Noite sem Lua

João estava deixando a Ribeira para trás, e o céu estava novamente iluminado pelas estrelas naquela noite sem lua, agora que as luzes das candeias ficavam para trás junto com as vozes de quem ainda ficara no local da roda jogando conversa fora com o velho mestre.

Agora os sons das ondas dominavam a noite onde até pouco tempo atrás os berimbaus e da percussão reinavam. Sua respiração parecia seguir o ritmo das águas indo e vindo enquanto as últimas gotas de suor escorriam pela testa, cada uma trazendo um sorriso aos lábios de João junto, cada uma a imagem daquela esquiva por debaixo de uma queixada matadora apenas para aplicar um martelo pegando seu oponente no contrapé. Em seguida fugindo do pisão com um macaco emendando num xangô. Ver o mundo rodando e sorrindo.

O resto dos capoeiras já ia longe e João seguia seu caminho solitário de volta para casa.

A escuridão pouco importava pois o caminho ele poderia seguir vendado, guiado pelo aroma dos roseirais que floriam às margens da trilha e pelo ocasional espinho que sorrateiramente espetava seus pés descalços e calejados contra os quais espinhos não eram mais que mosquitos.

Um zumbido intermitente chamou sua atenção.
Não era de mosquito, mas de gente que resolve seus problemas à espreita na escuridão.
Poderia ser alguém da roda?
Hoje João tocou mais do que jogou e não jogou ninguém no chão.
Talvez devesse ter segurado menos o pé na roda, porque alguém estava querendo saber do que ele era mesmo capaz.
– Ogum, rogai por nós. – sussurrou João antes de ser interrompido por um novo ruído que antecipou o surgimento do seu algoz.

João mal conseguiu se colocar de frente para o vulto, como se guiado por seu orixá que tudo enxergava.

Pelo ardor no braço e o calor do sangue escorrendo João não precisava enxergar a navalha para saber que fora por pouco que ele não estava agora estirado no chão com sangue esvaindo pelo pescoço depois daquele carinho.

– Nunca ficará sem resposta àquele que nele crê… – continuou João por entre os dentes enquanto tentava vislumbrar o movimento do vulto e assim saber qual seria o próximo golpe.
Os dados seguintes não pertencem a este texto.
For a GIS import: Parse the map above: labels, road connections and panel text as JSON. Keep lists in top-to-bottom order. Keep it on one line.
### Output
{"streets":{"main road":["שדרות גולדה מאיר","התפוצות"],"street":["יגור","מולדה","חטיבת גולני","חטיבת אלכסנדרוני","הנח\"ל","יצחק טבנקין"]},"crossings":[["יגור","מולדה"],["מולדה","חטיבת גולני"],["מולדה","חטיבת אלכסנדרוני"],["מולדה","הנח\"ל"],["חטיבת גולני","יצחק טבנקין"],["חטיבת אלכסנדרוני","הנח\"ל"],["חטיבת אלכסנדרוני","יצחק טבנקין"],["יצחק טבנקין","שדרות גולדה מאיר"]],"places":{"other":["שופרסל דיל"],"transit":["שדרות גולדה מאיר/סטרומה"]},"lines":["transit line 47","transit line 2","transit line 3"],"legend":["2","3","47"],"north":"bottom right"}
O vulto que pareceu surpreso por um breve momento ao ver João ainda de pé.

Se foi uma estrela que brilhou mais forte ou uma nuvem que se afastou no momento certo, João nunca saberá, mas aquela tênue luminosidade foi tudo que ele precisou para ver o vulto mais nítido no momento em que ele gingou para a esquerda e desferiu uma benção que derrubaria João sobre um roseiral.
– Ogunhe, meu pai! – exclamou João ao esquivar para a direita, deixando o vulto passar para trás de si e em seguida, confiando no seu orixá, desferiu o bote certeiro com uma meia lua acertando a têmpora do seu adversário.

João olhou o corpo caído por sobre o roseiral. Seus membros ainda se movendo com espasmos involuntários.
Ele seguiu adiante pela noite sem lua, se o vulto voltasse a andar ele logo saberia sua identidade, noutro dia.
Mais uma história para contar, e quem sabe cantar, na próxima roda lá em Maré onde a luz das candeias vão iluminar seus caminhos de fé.

FIM


Este conto foi escrito com inspiração em duas letras de música de capoeira.
A homônima do Mestre Toni Vargas “Noite sem Lua”, e a outra de autoria desconhecida por mim “Sinhá”.

São duas belas músicas que suscitam muitas imagens, dentre as quais apenas algumas eu traduzi para este pequeno conto.

P.S.:
Para quem não está familiarizado com a capoeira, segue a descrição dos golpes narrados.

– Meia Lua – https://www.youtube.com/watch?v=2PTkgrZ3Q7A
– Benção – https://www.youtube.com/watch?v=fCJ1rTO5Xbw

A Meia lua descreve um arco no ar e tem como finalidade atingir o oponente com o calcanhar.
A Benção é um empurrão do adversário com a sola do pé.